Accepted Paper

Climate Change as an Everyday Embodied Experience: Insights from Catalonia   
Mar Coll-Planell (Pompeu Fabra University)

Presentation short abstract

In Catalonia, climate change is embodied through physical and mental distress or solastalgia. Emotions are central in people's everyday lived experiences of climate change. These experiences vary based on social positions, including gender, place of residence, economic situation, and age.

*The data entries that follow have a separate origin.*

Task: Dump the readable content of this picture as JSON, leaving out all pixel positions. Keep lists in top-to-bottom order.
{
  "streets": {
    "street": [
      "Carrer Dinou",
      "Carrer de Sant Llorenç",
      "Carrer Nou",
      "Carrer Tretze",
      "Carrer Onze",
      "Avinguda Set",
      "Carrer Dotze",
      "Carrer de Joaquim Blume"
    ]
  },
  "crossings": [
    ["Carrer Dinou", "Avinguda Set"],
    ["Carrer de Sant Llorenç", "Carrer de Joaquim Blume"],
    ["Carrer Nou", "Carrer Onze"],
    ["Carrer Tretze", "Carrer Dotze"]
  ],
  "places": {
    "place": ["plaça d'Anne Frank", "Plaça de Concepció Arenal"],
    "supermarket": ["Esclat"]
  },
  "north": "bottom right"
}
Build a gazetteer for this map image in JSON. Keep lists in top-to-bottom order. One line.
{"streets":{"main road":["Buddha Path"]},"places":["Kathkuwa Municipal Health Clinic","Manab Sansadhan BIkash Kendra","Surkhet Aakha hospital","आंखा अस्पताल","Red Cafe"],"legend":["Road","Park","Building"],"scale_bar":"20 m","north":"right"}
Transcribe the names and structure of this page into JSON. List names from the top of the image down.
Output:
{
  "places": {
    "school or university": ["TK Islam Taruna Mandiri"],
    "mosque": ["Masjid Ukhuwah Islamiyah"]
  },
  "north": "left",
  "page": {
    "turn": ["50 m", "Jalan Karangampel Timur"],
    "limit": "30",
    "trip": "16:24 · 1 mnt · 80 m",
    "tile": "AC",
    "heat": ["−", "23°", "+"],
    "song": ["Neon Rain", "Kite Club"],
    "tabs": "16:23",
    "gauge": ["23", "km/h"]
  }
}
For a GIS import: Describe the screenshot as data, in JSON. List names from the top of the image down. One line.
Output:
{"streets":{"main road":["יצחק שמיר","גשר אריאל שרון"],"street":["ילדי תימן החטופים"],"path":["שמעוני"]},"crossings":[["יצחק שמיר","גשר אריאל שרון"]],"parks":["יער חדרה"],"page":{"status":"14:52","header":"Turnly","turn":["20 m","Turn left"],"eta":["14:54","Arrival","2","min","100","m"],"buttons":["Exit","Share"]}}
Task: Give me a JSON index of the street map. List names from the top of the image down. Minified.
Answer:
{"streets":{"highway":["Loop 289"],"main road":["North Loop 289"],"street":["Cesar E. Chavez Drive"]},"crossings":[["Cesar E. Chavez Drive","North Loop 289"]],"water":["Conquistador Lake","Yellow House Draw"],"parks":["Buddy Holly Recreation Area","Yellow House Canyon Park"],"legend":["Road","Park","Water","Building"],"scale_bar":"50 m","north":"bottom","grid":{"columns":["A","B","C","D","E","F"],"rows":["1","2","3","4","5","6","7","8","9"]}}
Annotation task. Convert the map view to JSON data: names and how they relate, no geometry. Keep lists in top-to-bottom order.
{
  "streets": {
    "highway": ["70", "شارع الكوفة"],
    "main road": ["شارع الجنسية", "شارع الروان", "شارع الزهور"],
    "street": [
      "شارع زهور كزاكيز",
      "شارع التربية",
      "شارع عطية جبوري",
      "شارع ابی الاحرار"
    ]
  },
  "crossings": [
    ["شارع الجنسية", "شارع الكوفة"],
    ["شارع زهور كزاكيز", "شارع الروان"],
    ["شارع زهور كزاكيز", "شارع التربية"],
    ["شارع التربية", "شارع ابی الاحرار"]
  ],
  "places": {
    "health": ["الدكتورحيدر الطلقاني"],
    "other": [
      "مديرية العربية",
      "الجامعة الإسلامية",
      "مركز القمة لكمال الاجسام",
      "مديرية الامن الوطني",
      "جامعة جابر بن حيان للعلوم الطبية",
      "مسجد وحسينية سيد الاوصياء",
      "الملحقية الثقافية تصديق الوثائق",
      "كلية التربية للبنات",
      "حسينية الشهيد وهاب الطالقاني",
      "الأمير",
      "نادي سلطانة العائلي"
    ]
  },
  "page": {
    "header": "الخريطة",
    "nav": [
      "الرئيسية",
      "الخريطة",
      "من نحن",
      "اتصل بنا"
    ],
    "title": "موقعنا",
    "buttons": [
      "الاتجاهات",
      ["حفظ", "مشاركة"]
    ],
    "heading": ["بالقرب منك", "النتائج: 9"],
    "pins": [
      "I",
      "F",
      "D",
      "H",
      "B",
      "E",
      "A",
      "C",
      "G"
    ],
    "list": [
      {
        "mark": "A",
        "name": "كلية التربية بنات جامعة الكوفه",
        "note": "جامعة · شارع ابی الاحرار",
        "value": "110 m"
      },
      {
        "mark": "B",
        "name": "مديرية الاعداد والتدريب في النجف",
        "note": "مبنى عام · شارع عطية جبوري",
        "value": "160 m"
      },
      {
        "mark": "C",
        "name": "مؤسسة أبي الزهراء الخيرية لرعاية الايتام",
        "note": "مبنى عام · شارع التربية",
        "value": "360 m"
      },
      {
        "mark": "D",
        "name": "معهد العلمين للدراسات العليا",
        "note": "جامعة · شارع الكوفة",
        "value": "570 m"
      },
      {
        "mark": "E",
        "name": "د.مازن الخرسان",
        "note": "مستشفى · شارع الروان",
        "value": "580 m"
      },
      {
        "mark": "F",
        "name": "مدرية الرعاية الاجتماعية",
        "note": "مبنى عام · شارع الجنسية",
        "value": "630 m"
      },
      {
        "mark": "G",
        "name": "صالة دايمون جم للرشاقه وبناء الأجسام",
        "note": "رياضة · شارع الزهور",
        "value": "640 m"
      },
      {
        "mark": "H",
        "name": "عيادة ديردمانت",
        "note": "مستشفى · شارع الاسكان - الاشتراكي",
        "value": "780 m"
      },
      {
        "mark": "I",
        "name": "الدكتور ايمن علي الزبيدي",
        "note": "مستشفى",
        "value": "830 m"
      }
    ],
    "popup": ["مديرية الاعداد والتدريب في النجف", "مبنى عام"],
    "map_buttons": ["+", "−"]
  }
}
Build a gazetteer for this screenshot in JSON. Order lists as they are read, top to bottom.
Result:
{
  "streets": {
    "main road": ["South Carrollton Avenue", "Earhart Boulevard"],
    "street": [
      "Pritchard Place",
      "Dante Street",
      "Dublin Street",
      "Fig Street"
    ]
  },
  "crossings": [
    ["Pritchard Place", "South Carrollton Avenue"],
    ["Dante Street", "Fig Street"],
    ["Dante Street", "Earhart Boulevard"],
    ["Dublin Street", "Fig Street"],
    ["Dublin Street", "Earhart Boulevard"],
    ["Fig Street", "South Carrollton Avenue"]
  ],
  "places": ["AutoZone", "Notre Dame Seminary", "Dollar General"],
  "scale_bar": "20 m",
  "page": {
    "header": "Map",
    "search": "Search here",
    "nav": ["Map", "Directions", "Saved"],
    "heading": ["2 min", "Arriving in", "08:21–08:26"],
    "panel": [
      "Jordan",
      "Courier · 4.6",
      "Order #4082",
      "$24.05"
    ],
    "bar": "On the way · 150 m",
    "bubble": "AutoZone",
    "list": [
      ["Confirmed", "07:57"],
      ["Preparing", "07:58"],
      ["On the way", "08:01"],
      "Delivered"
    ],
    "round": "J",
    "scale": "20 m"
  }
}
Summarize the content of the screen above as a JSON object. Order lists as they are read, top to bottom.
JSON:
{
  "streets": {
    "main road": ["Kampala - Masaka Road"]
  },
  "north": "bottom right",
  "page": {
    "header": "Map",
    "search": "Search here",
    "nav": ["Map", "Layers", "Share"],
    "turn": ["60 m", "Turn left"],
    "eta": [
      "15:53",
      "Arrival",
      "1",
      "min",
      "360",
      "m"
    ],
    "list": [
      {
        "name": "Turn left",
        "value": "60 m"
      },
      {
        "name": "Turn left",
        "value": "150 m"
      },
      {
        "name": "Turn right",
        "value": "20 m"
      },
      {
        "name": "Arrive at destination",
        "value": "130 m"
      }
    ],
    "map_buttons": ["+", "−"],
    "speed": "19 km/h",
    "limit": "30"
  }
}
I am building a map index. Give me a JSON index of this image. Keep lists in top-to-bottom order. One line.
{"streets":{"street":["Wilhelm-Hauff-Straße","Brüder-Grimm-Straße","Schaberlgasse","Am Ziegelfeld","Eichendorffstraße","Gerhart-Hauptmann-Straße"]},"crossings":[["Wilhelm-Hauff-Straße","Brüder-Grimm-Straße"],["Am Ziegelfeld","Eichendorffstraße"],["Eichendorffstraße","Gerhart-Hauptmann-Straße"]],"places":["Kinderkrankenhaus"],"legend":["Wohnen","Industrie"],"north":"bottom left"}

Presentation long abstract

Climate change is an everyday, lived experience rather than a distant threat. This article centres emotions and embodiment to examine how climate change permeates daily life in Catalonia, Spain. Climate Relief Maps used to gather, analyze, and visualize accounts of lived experience from an emotional and intersectional approach—with focus group discussions. These methods surface the emotional geographies of climate change’s impacts, delving into how bodies and everyday places are altered.

Findings reveal four main pathways through which climate change becomes embodied: (1) physical and mental distress, including heat-related strain, anxiety, and fatigue; (2) loss of sense of place as landscapes, seasons, and memories feel unsettled; (3) reconfigured social and community spaces and practices, as social life and leisure is reconfigured; and (4) dilemmas between governance and individual agency, as people question their own everyday capacity and responsibility and that of the institutions and macro-level actors.

An intersectional lens shows how these embodied experiences vary by gender, age, health, and residence, among other axes of inequalities. Emotions are not e but active forces shaping coping, adaptation, and claims on institutions. Recognising emotional and embodied impacts clarifies who bears which burdens, how attachments to place are reworked, and what forms of response feel possible or legitimate.

By foregrounding lived experience in a Global North context, the study offers a grounded account of climate realities that often remain invisible to policy. It calls for just policies that account for embodied realities and emotions as central.